Strategies lenders accept

Lenders want a realistic, evidenced plan. These are the strategies most commonly accepted:

  • Shorter loan term. Paying the loan off before retirement by reducing the term is the cleanest option. Your monthly repayments increase, but the lender has no post-retirement exposure.
  • Using your super. A lump sum or ongoing income from your superannuation fund can cover repayments after you stop working. Some lenders accept a projection of your super balance alongside your remaining loan balance as supporting evidence.
  • Selling an investment property. Sale proceeds from an investment property are widely accepted. This works particularly well if you have built equity across multiple properties.
  • Passive income streams. Rental income, annuities, and share dividends can all work if the amounts are sufficient to service the loan. You will need to document these income sources carefully.
  • Downsizing your home. Selling your current property and buying something smaller is accepted by some lenders as a standalone strategy, and by others only in combination with super or investment assets.
  • Strategies to avoid

    Some plans sound reasonable but lenders generally will not accept them:

  • Inheritance. Future inheritances are too uncertain. Lenders cannot rely on something that may not eventuate or could be contested.
  • Expected bonuses or pay rises. Unconfirmed future income is not acceptable as a repayment plan.
  • Business sale proceeds. The timing and value of selling a business are unpredictable, which makes lenders uncomfortable.
  • Compensation or legal settlements. Workers compensation payouts and Family Law settlements depend on legal outcomes that cannot be predicted in advance.
  • There are grey areas. A broker who understands lender policy can sometimes get an exception approved where the strategy is logical and the evidence is solid. If your home loan has been declined due to exit strategy concerns, it is worth getting a second opinion before you give up.

    Downsizing your home

    Downsizing to a smaller property at retirement is one of the more commonly used exit strategies. To be credible to a lender, your plan needs to be specific rather than vague.
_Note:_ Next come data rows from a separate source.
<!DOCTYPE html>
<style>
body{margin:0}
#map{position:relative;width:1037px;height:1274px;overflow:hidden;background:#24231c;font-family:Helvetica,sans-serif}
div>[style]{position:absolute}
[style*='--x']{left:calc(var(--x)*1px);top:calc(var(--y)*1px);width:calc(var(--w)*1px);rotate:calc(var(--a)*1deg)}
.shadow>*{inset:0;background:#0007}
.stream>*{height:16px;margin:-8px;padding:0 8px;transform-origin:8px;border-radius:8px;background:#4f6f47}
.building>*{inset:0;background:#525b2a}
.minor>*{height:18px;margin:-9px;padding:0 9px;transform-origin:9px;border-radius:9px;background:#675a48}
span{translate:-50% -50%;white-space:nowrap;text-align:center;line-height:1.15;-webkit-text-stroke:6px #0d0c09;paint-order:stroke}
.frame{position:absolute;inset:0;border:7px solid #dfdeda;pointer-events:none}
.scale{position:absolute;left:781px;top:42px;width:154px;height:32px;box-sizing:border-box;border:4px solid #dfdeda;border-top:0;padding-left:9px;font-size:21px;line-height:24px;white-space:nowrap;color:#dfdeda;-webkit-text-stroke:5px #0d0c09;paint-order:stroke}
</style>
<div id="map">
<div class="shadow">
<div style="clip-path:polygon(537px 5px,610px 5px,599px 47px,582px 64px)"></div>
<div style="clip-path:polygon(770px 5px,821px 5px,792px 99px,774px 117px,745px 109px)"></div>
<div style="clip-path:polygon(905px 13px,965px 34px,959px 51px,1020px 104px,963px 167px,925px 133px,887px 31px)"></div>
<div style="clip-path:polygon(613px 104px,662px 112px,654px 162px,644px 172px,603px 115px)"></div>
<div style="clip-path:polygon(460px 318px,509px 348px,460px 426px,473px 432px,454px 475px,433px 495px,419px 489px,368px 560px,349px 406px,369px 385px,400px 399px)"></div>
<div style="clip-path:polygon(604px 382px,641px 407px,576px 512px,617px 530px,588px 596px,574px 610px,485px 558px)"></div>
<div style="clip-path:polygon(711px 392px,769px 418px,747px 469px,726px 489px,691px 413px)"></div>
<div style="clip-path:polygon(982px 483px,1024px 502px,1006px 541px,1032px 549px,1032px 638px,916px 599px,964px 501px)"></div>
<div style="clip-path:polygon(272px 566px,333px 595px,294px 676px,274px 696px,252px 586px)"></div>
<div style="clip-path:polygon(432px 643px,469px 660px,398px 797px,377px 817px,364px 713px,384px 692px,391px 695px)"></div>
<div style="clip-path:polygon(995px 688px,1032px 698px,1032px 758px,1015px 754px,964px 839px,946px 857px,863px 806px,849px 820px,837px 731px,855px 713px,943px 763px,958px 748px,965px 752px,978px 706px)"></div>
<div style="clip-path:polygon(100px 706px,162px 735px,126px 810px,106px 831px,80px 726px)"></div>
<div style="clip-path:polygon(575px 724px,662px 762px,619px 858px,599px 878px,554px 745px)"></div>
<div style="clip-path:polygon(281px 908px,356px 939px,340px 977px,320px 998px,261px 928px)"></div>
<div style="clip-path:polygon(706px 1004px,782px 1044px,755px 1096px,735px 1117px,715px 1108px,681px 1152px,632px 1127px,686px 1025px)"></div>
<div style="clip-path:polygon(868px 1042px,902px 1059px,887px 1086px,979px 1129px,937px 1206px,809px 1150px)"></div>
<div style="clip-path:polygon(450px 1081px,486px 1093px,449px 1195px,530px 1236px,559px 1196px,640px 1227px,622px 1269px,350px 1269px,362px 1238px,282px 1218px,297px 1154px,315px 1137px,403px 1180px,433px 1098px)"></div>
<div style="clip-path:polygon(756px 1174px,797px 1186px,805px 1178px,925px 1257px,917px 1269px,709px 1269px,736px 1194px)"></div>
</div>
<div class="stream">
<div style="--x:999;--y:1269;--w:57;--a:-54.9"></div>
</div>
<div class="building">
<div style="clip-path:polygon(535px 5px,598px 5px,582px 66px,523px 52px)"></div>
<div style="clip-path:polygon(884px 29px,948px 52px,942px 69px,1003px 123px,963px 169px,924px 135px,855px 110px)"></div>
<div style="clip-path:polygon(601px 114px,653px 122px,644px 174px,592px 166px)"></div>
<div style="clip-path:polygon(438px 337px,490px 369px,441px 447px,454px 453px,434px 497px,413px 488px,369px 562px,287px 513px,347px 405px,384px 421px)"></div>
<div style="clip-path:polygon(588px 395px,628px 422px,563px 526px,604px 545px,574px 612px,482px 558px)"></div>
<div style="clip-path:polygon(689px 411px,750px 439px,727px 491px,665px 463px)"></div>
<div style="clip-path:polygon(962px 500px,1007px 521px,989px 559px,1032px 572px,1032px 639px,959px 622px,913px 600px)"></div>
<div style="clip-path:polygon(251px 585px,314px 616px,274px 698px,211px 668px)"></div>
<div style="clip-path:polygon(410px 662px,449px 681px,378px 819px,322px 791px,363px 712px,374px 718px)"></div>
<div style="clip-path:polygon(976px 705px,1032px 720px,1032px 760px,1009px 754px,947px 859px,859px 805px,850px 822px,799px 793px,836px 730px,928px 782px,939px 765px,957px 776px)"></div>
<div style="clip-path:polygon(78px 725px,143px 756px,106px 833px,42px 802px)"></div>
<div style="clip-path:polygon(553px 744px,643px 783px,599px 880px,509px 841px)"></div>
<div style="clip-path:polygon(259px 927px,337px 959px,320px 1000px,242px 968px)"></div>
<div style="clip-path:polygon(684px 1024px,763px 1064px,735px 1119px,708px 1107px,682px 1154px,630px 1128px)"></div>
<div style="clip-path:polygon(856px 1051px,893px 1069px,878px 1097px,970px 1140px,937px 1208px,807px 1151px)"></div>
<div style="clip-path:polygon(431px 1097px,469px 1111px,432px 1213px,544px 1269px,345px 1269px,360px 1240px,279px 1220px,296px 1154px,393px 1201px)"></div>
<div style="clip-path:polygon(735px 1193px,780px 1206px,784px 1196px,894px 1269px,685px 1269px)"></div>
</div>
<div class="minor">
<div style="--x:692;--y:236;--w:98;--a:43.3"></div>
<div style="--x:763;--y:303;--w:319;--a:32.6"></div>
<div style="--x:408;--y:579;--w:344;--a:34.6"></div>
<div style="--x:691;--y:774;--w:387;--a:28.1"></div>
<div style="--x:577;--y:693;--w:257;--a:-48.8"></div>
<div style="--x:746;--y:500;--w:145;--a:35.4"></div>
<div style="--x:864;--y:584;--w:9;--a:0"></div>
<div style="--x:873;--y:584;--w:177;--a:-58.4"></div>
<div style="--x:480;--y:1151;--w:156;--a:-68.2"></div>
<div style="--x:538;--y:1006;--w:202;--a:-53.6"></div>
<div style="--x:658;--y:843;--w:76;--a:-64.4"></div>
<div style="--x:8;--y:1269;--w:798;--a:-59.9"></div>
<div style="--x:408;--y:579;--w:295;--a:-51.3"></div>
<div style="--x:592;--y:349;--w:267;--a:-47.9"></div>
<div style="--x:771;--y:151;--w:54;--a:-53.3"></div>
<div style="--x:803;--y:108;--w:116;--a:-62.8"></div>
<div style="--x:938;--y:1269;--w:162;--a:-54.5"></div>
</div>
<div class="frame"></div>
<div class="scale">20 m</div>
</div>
    You will typically need to provide:

  • Your preferred suburb or area for the smaller property.
  • An expected price range based on realistic current market values in that area.
  • The type and size of property you plan to move into, for example from a four-bedroom house to a two-bedroom unit.
  • If you already live in a small apartment, it is difficult to convince a lender that downsizing is a genuine option. The lender needs to see a clear difference in value between what you currently own and what you plan to buy. Check your borrowing power at different property price points to see how the numbers could work.

    Documents you will need

    The paperwork required depends on your strategy, but you will generally need some of the following:

  • Super fund statement. Your most recent statement showing the current balance.
  • Super projection. An estimate of your balance at retirement based on current contributions and investment returns.
  • Letter from a financial planner. An independent retirement income assessment adds credibility to your application.
  • Investment property documentation. Rental agreements, recent valuations, or council rates notices for any properties you plan to sell.
  • Share portfolio statement. Required if dividends or a planned share sale form part of your repayment plan.
  • Having these documents prepared before you apply speeds up the assessment and shows the lender you have a credible, well-considered plan.

    Common questions

    Q: Do investment properties need a mortgage exit strategy?
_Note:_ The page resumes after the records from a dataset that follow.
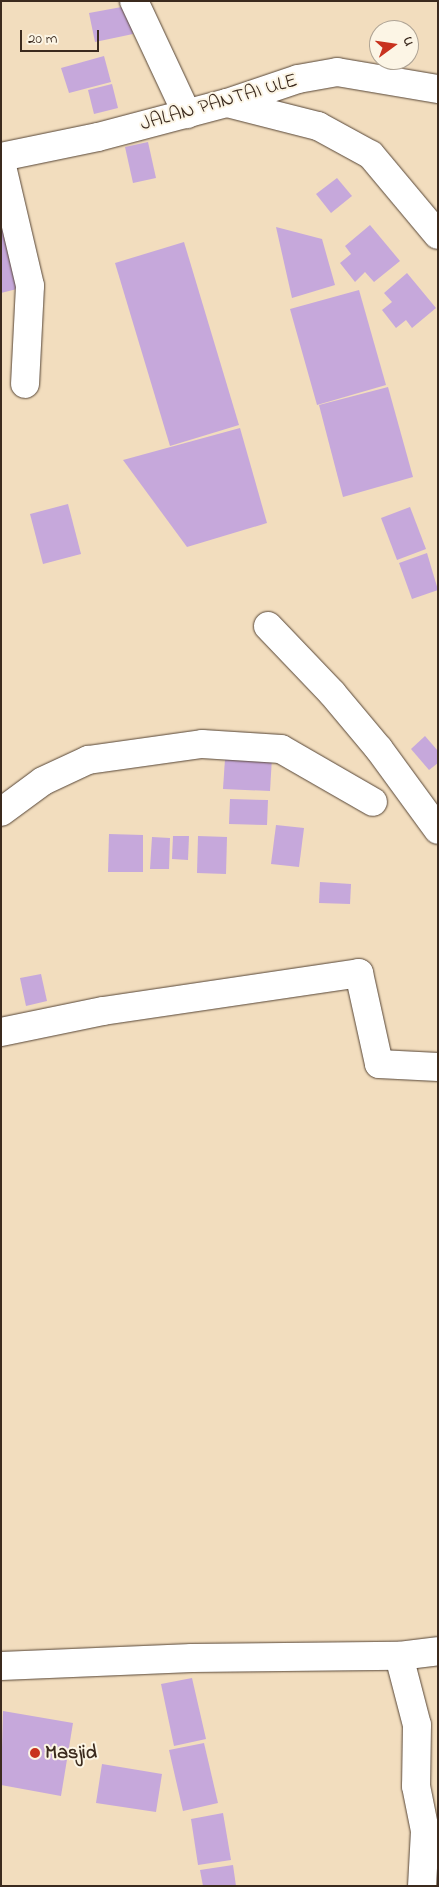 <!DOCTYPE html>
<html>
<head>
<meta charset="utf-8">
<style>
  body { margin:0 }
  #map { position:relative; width:439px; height:1887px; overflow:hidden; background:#f2ddbe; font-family:"Indie Flower",sans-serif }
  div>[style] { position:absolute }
  .building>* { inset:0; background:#c6a8db }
  .roads { filter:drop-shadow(0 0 1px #564536) drop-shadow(0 0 1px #564536) }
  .minor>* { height:28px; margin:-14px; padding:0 14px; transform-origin:14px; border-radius:14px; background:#fff }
  .major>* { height:28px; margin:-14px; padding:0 14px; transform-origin:14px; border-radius:14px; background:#fff }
  .dots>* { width:14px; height:14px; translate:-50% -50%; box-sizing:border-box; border:2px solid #fcf5e5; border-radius:50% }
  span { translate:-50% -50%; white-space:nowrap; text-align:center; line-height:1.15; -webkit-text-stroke:4px #fcf5e5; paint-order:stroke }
  .street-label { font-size:20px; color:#3b2a1e }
  .poi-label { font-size:20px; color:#3b2a1e; font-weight:700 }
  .left { translate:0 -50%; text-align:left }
  .frame { position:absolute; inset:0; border:2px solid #3b2a1e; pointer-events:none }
  .north { position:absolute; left:369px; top:20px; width:50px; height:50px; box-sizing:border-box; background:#fcf5e5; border:1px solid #afa495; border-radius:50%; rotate:76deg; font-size:14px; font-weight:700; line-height:20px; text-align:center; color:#3b2a1e }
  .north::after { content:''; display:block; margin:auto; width:18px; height:22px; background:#c8321e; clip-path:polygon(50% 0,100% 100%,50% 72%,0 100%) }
  .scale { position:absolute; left:20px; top:30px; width:79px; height:22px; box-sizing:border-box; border:2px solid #3b2a1e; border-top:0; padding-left:6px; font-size:15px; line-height:18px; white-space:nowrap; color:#3b2a1e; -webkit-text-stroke:4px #fcf5e5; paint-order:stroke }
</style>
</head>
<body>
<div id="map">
  <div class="building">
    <div style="clip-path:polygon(127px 6px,133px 34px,95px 42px,89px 13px)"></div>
    <div style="clip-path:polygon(104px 56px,111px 82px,69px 93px,61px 68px)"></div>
    <div style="clip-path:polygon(112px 84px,118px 108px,94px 114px,88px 90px)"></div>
    <div style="clip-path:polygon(148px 142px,156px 178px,133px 183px,125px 147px)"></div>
    <div style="clip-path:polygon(337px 178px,352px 196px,331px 213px,316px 194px)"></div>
    <div style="clip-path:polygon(1px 211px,21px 288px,1px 293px)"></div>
    <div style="clip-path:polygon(370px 225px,400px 261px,374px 282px,365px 272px,355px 282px,340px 263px,351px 254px,345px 246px)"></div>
    <div style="clip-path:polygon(276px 227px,322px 239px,335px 285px,292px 298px)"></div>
    <div style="clip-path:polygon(184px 242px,239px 425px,170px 446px,115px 263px)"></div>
    <div style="clip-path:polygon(407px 273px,436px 308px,412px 328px,406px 320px,396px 328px,382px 310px,392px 302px,384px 293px)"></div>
    <div style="clip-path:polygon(359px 290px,386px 385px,317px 405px,290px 309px)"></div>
    <div style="clip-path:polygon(388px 387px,413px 477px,343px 497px,319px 405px)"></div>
    <div style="clip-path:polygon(240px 428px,267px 523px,187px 547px,123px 460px)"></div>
    <div style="clip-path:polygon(68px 504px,81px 554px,43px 564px,30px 514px)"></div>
    <div style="clip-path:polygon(410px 507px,426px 549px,397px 560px,381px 518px)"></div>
    <div style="clip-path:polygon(427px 553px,438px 590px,412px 599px,399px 563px)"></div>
    <div style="clip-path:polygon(425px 736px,438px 751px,438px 763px,429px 770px,411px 749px)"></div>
    <div style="clip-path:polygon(272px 757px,270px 791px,223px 789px,225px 759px)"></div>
    <div style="clip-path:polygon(230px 799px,268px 800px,267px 825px,229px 824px)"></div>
    <div style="clip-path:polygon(276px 825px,304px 828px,299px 867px,271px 864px)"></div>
    <div style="clip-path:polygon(109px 834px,143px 835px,143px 872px,108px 872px)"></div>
    <div style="clip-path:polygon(173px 836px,189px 836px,188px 860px,172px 859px)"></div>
    <div style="clip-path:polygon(198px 836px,227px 837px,226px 874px,197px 873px)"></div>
    <div style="clip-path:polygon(152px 837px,170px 838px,169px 869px,150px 869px)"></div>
    <div style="clip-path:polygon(320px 882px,351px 884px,350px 904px,319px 903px)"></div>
    <div style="clip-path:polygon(41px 974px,47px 1001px,26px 1006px,20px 978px)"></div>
    <div style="clip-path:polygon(192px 1678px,206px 1739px,174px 1746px,161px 1684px)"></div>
    <div style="clip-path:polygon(3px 1711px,73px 1723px,61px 1796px,1px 1785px)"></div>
    <div style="clip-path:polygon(204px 1743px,218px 1803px,183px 1811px,169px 1750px)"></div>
    <div style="clip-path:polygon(102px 1764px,162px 1774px,156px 1812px,96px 1803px)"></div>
    <div style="clip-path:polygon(223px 1813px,231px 1860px,198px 1865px,191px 1819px)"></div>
    <div style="clip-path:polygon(233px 1865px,236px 1886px,203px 1886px,200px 1870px)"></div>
  </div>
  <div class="roads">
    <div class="minor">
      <div style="left:134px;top:1px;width:125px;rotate:64.9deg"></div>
      <div style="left:227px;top:103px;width:94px;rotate:14.2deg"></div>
      <div style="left:318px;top:126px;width:60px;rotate:28.7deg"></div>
      <div style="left:371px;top:155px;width:104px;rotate:50.1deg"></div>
      <div style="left:1px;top:162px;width:127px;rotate:76.8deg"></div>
      <div style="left:30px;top:286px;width:98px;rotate:92.9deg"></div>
      <div style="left:268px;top:626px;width:93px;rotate:46.3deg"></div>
      <div style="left:332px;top:693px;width:73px;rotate:50deg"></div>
      <div style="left:379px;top:749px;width:100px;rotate:53.9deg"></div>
      <div style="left:1px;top:812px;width:52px;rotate:-36.4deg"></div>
      <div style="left:43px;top:781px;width:50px;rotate:-25deg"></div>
      <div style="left:88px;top:760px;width:115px;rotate:-8deg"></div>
      <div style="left:202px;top:744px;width:79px;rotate:3.6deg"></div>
      <div style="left:281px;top:749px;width:106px;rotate:29.9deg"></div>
      <div style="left:1px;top:1032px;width:104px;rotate:-11.6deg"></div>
      <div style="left:103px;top:1011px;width:259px;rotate:-8.4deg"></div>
      <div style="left:359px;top:973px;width:93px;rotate:77.6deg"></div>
      <div style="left:379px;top:1064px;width:59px;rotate:2.9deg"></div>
      <div style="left:399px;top:1656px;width:71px;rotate:75.4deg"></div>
      <div style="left:417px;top:1725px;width:61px;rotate:90.9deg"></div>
      <div style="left:416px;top:1786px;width:46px;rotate:78.7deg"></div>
      <div style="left:425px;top:1831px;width:55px;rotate:93.1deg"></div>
      <div style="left:1px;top:1666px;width:191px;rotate:-2.4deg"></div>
      <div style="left:192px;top:1658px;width:207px;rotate:-0.6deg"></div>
      <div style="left:399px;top:1656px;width:39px;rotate:-7deg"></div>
    </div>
    <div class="major">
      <div style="left:1px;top:157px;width:99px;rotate:-11.7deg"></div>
      <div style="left:98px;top:137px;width:133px;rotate:-14.8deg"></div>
      <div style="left:227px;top:103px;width:75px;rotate:-18.7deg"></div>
      <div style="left:298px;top:79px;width:40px;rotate:-10deg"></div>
      <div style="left:337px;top:72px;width:102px;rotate:9.6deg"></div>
    </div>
  </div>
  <div class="dots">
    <div style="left:35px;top:1753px;background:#c8321e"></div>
  </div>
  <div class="street-label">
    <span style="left:219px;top:103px;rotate:-16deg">JALAN PANTAI ULE</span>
  </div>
  <div class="poi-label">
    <span class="left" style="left:45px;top:1753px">Masjid</span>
  </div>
  <div class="frame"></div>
  <div class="north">U</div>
  <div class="scale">20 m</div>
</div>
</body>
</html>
    Not always. Because you can sell an investment property at any time without the financial hardship that comes with losing your primary home, many lenders do not require a formal exit strategy for investment loans. However, some do, particularly for larger loans. A mortgage broker can help you find a lender suited to your situation.

    Q: What if I own a business and expect to keep working past retirement age?
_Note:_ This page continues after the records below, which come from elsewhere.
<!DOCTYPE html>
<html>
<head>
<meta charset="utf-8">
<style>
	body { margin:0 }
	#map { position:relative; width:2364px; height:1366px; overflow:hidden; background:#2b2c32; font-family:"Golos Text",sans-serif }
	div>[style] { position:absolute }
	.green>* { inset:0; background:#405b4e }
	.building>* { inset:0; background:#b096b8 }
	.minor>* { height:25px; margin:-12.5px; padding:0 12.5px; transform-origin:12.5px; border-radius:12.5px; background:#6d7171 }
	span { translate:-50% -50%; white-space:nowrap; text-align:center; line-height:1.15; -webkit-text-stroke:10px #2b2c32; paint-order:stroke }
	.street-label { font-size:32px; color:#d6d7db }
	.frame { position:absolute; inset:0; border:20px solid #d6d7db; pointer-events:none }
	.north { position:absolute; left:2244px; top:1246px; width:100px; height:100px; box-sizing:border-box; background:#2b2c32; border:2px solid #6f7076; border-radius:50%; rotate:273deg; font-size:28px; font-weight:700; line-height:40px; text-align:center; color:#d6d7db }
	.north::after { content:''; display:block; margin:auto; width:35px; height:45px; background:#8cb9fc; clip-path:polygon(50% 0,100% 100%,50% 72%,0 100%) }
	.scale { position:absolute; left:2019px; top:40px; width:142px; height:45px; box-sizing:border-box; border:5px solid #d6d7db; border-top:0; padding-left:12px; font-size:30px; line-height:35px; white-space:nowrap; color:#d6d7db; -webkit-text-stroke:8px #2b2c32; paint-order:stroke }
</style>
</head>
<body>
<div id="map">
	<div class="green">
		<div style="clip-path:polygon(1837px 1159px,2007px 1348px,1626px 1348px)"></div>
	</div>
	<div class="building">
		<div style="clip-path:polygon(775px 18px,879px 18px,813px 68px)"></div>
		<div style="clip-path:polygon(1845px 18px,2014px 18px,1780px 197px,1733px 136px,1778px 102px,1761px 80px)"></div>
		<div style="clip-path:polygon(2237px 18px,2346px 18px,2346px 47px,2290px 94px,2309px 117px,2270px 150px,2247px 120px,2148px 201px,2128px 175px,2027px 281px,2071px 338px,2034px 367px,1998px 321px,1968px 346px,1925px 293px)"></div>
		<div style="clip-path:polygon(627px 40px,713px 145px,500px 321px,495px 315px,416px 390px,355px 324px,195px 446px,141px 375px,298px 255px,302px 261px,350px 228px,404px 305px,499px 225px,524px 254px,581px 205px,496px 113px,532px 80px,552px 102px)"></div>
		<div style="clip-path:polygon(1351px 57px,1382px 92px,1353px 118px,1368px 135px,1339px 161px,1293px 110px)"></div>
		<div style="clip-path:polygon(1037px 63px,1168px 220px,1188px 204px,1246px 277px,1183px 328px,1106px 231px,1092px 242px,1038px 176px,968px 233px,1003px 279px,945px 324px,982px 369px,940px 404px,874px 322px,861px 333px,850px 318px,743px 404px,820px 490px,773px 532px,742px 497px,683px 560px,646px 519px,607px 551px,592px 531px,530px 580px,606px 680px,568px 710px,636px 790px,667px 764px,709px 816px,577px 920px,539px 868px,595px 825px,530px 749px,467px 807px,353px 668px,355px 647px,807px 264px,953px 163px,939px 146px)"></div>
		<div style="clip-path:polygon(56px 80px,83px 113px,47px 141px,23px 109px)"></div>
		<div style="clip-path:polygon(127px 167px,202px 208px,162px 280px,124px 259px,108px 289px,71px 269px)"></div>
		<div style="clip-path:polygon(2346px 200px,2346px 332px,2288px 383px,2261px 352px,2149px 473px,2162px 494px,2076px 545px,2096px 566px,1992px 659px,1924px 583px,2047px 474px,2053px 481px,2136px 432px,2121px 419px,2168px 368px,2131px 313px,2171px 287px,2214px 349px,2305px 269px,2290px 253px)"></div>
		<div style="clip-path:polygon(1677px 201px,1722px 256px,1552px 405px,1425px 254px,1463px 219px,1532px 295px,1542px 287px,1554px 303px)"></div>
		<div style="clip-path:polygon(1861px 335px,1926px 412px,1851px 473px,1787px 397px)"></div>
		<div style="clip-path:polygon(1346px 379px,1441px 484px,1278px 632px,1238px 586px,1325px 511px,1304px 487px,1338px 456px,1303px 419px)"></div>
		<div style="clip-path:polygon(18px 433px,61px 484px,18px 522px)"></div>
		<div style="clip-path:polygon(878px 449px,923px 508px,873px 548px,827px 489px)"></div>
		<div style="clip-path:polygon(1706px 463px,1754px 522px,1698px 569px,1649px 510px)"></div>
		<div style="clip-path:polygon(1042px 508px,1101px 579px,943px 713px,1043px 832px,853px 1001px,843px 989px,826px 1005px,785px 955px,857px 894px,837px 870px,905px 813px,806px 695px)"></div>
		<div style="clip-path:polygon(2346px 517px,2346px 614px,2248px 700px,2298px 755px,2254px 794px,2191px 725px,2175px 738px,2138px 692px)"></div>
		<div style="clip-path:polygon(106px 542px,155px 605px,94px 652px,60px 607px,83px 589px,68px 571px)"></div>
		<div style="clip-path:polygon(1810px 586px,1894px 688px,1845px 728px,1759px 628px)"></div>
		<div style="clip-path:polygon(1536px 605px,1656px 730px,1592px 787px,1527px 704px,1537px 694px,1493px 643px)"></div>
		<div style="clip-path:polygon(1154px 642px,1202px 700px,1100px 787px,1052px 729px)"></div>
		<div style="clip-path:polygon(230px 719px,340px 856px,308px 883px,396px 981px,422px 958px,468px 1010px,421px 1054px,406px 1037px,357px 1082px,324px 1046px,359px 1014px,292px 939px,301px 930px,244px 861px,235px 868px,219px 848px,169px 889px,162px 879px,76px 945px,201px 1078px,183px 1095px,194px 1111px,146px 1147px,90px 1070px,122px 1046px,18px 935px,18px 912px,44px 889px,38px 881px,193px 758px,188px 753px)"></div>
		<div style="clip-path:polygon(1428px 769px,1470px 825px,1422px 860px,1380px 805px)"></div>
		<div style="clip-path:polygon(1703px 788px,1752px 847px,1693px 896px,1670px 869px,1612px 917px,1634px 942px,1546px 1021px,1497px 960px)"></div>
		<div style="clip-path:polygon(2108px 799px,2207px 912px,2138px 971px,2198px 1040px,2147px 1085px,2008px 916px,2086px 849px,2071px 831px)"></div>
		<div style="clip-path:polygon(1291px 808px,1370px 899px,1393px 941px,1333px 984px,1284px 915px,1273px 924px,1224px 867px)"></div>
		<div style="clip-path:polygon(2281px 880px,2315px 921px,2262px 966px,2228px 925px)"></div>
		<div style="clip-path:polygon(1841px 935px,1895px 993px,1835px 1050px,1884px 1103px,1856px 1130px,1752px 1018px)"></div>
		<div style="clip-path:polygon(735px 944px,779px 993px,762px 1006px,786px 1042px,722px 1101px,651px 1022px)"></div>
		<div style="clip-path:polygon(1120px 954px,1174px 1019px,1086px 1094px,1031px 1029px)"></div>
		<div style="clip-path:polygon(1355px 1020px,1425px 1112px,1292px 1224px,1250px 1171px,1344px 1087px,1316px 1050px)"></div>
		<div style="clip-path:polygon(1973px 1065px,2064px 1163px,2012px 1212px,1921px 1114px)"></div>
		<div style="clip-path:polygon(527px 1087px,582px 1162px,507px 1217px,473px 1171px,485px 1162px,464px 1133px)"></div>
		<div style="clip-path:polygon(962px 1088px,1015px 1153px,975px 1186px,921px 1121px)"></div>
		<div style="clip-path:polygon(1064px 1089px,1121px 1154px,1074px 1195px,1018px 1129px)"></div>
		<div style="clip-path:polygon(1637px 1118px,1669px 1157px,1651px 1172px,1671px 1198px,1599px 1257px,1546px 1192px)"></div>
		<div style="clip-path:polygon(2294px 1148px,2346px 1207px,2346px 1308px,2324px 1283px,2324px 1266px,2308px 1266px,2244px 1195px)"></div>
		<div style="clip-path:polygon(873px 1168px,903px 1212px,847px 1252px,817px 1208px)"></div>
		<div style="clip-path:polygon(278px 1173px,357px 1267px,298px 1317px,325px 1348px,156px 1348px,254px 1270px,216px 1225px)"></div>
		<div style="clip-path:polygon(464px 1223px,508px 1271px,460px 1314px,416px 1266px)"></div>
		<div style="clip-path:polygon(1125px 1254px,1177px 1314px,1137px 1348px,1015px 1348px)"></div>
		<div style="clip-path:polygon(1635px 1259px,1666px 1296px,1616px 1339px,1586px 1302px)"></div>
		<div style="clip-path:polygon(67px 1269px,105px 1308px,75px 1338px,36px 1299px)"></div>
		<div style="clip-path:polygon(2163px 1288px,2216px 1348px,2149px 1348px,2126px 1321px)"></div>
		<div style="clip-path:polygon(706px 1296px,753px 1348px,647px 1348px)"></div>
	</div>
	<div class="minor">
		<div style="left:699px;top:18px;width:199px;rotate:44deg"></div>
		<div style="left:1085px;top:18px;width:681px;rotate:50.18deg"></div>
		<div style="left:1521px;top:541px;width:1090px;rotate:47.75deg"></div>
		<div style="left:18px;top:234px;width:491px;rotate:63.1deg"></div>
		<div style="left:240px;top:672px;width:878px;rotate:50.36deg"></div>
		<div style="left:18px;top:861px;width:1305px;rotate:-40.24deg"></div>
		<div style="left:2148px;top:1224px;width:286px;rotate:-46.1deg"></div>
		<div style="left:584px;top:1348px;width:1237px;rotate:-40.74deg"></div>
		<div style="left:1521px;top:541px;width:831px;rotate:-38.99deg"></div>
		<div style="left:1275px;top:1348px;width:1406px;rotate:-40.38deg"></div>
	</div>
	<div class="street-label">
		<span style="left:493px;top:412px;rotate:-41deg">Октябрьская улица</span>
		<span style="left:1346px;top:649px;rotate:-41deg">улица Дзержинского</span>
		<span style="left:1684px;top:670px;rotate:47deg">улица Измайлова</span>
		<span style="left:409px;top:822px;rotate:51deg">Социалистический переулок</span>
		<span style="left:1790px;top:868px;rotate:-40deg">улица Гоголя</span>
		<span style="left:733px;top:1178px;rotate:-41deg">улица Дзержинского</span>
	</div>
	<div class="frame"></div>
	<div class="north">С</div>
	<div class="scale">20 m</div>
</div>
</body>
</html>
    This can work in your favour. If your business does not require physical labour, has a succession plan in place, and can reasonably continue without you as the key person, some lenders will factor in ongoing business income. You will need evidence to support this, not just your word for it.

    Q: Can I combine two or more exit strategies?

    Yes, and doing so often strengthens your application. Pairing a super projection with a downsizing plan gives the lender two separate repayment sources to consider. The more concrete evidence you provide for each element, the better your chances of getting approved.